▶ **WHAT THE EXERCISE ASKS**
Every line of the listing must be reproduced as it stands. Leave the images behind.

____

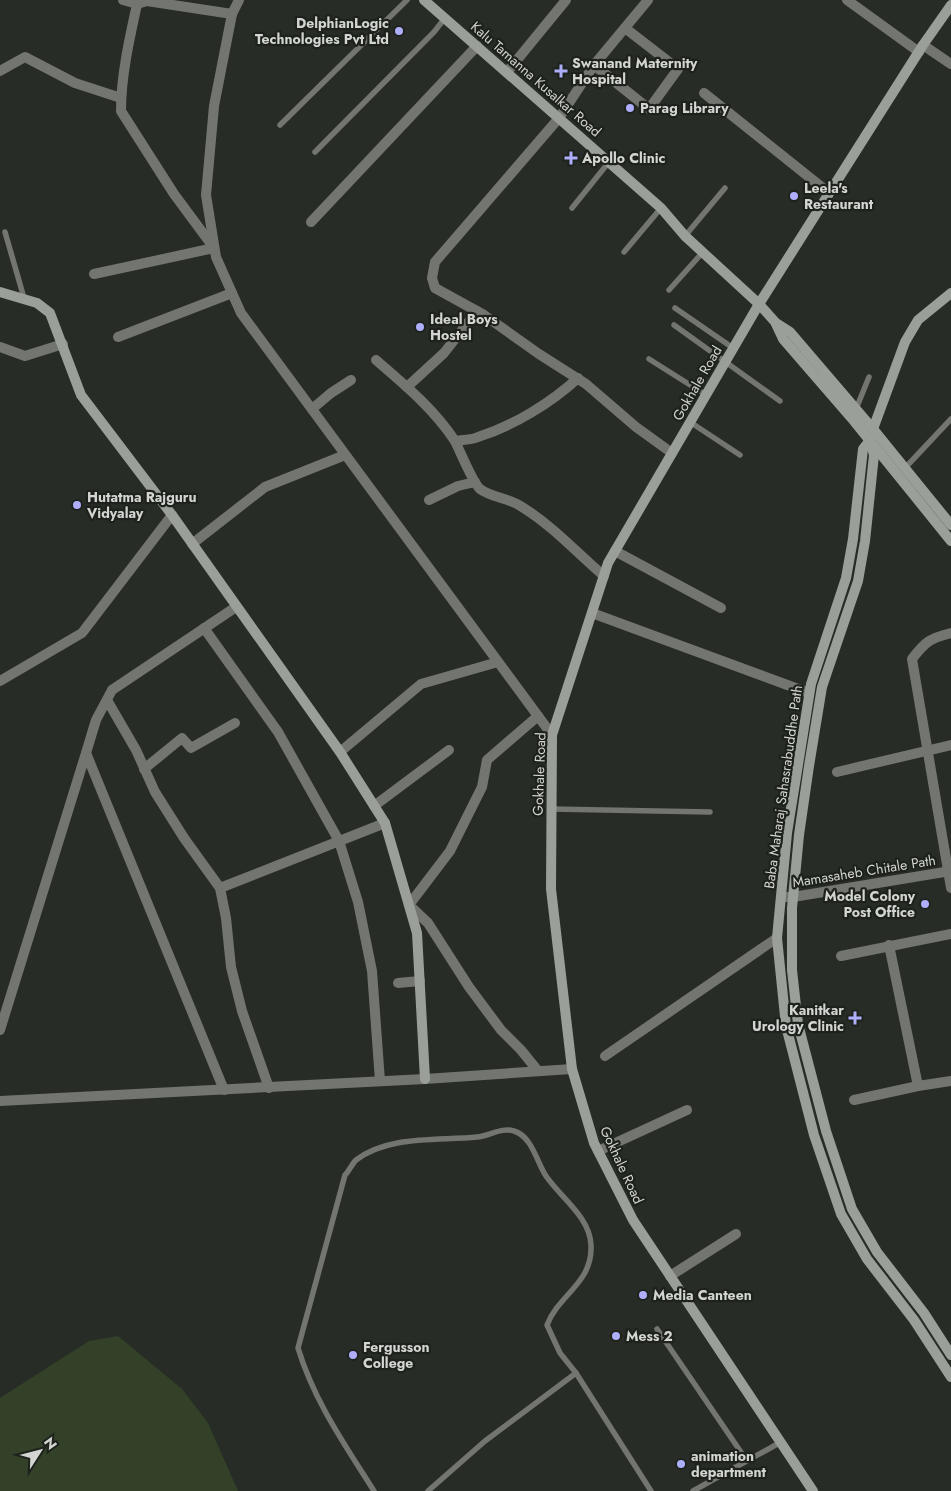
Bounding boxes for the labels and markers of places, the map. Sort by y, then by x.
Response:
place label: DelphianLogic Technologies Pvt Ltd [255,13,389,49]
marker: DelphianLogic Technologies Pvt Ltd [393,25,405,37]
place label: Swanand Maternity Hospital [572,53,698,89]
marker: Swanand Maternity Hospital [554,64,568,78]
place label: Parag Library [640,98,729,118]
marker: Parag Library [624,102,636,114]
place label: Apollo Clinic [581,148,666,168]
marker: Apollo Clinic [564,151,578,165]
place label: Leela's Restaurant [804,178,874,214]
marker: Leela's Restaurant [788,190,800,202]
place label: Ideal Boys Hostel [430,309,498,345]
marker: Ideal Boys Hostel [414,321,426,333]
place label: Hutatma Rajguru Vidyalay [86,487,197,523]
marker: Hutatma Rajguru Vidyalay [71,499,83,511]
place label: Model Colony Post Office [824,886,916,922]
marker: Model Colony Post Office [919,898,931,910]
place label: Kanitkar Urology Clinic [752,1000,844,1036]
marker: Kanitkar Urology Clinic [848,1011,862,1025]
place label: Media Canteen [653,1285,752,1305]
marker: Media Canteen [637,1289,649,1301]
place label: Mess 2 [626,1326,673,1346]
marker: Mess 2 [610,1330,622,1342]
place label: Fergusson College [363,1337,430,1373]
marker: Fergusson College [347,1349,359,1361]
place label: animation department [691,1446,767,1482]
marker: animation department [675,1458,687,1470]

____

▶ **ANSWER SECTION**
Bounding boxes for the labels and markers of places, the map. Sort by y, then by x.
Response:
place label: DelphianLogic Technologies Pvt Ltd [255,13,389,49]
marker: DelphianLogic Technologies Pvt Ltd [393,25,405,37]
place label: Swanand Maternity Hospital [572,53,698,89]
marker: Swanand Maternity Hospital [554,64,568,78]
place label: Parag Library [640,98,729,118]
marker: Parag Library [624,102,636,114]
place label: Apollo Clinic [581,148,666,168]
marker: Apollo Clinic [564,151,578,165]
place label: Leela's Restaurant [804,178,874,214]
marker: Leela's Restaurant [788,190,800,202]
place label: Ideal Boys Hostel [430,309,498,345]
marker: Ideal Boys Hostel [414,321,426,333]
place label: Hutatma Rajguru Vidyalay [86,487,197,523]
marker: Hutatma Rajguru Vidyalay [71,499,83,511]
place label: Model Colony Post Office [824,886,916,922]
marker: Model Colony Post Office [919,898,931,910]
place label: Kanitkar Urology Clinic [752,1000,844,1036]
marker: Kanitkar Urology Clinic [848,1011,862,1025]
place label: Media Canteen [653,1285,752,1305]
marker: Media Canteen [637,1289,649,1301]
place label: Mess 2 [626,1326,673,1346]
marker: Mess 2 [610,1330,622,1342]
place label: Fergusson College [363,1337,430,1373]
marker: Fergusson College [347,1349,359,1361]
place label: animation department [691,1446,767,1482]
marker: animation department [675,1458,687,1470]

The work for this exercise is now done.